### Extracted records
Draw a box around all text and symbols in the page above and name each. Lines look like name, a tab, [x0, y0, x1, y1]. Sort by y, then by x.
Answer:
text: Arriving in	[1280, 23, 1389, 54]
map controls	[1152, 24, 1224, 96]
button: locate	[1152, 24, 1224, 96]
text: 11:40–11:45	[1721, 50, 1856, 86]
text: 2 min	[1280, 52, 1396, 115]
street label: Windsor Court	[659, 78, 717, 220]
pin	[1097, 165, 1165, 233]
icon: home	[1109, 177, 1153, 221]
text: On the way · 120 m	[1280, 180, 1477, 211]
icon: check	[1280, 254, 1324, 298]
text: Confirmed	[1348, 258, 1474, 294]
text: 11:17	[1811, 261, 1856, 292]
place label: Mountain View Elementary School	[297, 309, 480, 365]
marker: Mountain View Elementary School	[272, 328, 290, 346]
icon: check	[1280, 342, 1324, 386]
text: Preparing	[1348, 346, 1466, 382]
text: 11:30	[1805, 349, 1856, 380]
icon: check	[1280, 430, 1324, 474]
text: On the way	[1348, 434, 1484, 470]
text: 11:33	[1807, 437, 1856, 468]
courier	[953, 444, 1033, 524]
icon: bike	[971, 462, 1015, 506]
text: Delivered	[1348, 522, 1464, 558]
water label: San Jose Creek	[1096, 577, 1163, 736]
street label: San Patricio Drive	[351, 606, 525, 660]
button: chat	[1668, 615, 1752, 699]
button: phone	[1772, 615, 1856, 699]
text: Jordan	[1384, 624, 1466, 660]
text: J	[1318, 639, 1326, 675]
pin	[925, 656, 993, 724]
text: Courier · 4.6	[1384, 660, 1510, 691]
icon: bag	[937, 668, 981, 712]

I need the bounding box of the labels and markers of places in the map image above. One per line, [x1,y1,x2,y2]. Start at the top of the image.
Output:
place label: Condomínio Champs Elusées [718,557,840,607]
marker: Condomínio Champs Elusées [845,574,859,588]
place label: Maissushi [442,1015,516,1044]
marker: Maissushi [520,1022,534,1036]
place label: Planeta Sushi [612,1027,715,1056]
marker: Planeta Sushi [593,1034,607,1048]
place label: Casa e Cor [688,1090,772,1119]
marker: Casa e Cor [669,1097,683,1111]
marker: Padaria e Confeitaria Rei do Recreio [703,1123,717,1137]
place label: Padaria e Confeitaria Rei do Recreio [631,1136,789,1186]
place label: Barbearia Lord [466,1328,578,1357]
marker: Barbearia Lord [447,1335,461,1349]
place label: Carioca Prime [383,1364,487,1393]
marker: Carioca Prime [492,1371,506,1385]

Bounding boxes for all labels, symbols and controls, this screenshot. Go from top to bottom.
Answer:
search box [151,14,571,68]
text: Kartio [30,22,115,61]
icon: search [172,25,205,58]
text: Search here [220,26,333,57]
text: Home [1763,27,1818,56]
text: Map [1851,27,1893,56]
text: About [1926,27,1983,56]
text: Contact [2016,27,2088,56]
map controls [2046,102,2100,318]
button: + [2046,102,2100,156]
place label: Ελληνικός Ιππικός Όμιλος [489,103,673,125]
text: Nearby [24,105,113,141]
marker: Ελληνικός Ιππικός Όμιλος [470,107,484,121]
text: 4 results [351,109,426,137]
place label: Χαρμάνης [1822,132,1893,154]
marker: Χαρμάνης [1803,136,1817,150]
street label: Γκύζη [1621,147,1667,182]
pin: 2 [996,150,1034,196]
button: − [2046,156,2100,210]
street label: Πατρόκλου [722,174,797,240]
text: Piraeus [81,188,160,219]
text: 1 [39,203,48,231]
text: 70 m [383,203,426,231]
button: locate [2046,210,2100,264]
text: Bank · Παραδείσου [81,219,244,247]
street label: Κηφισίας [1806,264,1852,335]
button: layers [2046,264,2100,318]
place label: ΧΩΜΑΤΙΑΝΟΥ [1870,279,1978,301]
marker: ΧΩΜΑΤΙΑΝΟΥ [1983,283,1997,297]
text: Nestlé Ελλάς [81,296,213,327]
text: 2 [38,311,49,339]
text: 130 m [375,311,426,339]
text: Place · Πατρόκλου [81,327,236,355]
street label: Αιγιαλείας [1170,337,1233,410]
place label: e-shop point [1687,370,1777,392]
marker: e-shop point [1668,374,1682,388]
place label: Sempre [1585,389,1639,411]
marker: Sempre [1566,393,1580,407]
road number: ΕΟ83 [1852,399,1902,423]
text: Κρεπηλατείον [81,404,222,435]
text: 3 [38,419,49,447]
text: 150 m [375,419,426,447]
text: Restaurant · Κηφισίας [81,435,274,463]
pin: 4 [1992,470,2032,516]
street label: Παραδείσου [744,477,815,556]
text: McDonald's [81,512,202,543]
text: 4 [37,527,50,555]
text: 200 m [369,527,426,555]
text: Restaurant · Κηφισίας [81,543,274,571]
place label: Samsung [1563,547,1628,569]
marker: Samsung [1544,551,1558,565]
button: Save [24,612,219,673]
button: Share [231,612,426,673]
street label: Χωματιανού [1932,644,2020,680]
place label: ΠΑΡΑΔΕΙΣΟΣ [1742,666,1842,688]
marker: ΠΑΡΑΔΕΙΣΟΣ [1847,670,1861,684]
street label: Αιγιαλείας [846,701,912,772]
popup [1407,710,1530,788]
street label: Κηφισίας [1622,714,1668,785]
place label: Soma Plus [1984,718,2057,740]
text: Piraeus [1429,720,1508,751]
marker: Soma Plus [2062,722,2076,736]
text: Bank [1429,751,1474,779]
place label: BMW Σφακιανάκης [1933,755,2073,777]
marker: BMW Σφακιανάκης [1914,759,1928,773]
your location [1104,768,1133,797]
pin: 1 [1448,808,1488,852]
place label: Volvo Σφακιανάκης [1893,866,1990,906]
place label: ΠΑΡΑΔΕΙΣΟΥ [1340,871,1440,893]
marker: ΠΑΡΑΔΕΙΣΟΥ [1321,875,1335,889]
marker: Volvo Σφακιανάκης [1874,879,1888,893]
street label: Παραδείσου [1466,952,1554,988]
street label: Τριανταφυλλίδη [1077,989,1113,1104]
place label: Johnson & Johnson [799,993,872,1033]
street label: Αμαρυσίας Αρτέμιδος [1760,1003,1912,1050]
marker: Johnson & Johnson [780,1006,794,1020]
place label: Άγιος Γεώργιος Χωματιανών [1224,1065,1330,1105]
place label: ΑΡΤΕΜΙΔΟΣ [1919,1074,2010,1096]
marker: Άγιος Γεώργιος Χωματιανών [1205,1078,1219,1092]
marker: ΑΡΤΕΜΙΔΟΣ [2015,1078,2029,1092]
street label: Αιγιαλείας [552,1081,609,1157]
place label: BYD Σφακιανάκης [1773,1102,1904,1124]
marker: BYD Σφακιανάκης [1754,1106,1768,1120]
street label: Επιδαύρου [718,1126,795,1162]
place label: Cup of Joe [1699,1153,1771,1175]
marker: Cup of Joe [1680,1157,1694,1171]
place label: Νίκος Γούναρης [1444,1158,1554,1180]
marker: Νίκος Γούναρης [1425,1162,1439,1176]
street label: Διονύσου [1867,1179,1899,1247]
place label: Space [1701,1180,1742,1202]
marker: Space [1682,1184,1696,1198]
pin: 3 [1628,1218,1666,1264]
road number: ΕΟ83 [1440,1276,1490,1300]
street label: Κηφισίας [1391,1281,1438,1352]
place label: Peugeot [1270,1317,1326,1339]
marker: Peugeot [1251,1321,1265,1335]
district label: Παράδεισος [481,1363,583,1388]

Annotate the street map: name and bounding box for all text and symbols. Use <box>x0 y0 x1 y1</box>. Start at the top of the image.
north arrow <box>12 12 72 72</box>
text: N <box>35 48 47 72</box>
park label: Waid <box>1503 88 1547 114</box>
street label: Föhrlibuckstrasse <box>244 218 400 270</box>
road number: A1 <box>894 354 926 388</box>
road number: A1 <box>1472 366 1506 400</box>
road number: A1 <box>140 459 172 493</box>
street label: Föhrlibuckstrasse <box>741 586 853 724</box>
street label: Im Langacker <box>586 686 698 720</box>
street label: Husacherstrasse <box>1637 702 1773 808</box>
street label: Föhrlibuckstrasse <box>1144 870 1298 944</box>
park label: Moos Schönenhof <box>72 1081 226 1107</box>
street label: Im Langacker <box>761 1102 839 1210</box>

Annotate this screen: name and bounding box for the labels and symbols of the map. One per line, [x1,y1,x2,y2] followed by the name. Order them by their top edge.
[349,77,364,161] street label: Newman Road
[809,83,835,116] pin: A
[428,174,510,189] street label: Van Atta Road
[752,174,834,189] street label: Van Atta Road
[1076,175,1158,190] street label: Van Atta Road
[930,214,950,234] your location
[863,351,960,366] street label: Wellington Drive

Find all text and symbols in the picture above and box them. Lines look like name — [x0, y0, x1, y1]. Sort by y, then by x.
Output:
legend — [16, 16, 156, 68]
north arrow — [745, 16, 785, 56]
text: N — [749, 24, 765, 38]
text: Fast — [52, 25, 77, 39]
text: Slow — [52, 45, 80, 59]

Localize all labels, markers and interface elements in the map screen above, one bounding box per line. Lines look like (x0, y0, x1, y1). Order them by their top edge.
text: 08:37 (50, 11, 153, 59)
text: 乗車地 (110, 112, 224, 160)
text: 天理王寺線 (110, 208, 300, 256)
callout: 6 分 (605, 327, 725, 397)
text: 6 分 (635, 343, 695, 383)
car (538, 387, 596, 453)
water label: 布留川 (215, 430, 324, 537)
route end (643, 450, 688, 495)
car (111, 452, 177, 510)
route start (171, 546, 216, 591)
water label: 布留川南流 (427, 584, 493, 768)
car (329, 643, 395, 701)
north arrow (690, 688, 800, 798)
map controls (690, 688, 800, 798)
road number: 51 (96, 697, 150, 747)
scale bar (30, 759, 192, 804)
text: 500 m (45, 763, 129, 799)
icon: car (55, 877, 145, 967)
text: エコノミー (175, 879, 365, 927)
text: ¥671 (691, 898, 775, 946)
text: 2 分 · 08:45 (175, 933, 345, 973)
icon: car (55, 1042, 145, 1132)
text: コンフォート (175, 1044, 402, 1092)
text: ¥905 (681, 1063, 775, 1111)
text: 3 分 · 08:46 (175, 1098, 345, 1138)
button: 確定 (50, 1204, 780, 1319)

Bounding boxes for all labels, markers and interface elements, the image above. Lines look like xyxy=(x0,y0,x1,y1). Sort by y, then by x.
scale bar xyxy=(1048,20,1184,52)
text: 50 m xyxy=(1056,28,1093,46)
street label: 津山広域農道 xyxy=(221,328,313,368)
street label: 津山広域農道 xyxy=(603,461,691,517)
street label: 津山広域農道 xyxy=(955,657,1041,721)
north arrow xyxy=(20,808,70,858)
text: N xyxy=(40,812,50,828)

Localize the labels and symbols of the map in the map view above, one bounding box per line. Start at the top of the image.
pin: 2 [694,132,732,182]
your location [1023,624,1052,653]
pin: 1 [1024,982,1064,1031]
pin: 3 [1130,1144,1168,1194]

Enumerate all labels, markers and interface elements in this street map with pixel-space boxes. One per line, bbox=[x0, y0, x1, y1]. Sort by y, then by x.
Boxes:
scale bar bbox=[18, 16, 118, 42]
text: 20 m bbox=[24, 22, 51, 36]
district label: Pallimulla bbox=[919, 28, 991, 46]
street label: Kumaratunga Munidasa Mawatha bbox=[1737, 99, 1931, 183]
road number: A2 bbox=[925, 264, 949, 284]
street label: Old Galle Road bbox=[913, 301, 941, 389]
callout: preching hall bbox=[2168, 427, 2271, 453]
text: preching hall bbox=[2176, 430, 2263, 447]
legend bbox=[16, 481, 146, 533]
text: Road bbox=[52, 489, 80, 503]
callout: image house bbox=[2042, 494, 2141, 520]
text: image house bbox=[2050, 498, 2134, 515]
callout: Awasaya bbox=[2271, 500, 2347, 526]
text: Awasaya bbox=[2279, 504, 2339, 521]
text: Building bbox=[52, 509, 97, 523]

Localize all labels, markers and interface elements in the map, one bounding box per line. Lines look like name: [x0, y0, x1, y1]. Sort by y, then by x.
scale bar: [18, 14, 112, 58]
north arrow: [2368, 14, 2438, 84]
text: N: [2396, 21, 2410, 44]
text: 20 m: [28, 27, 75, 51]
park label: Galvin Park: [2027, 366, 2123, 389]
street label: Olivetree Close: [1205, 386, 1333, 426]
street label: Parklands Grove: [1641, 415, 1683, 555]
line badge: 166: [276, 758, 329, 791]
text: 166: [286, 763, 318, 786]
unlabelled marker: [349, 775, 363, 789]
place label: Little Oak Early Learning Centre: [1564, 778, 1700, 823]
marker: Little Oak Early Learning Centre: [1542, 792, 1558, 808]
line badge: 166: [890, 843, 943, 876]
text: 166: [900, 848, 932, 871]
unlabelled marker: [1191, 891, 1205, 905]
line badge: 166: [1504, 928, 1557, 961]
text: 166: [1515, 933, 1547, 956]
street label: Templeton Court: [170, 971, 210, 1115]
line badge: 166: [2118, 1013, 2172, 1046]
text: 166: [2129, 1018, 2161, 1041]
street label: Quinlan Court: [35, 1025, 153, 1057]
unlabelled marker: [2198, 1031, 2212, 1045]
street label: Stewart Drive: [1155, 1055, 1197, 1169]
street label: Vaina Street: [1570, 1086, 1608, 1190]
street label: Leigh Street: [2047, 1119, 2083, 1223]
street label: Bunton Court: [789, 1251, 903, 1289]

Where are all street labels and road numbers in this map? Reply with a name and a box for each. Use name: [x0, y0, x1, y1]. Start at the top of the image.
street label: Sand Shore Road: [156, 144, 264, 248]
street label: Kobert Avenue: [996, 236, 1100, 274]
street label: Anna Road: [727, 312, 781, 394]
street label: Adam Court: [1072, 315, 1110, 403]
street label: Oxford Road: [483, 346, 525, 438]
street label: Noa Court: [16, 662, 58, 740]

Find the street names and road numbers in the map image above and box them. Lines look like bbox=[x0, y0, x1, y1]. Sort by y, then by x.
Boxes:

### What the task requires
The required result is an exact repeat of the records above from the line containing "Find the street" to their final line.

### Expected output
Find the street names and road numbers in the map image above and box them. Lines look like bbox=[x0, y0, x1, y1]. Sort by y, then by x.
Boxes:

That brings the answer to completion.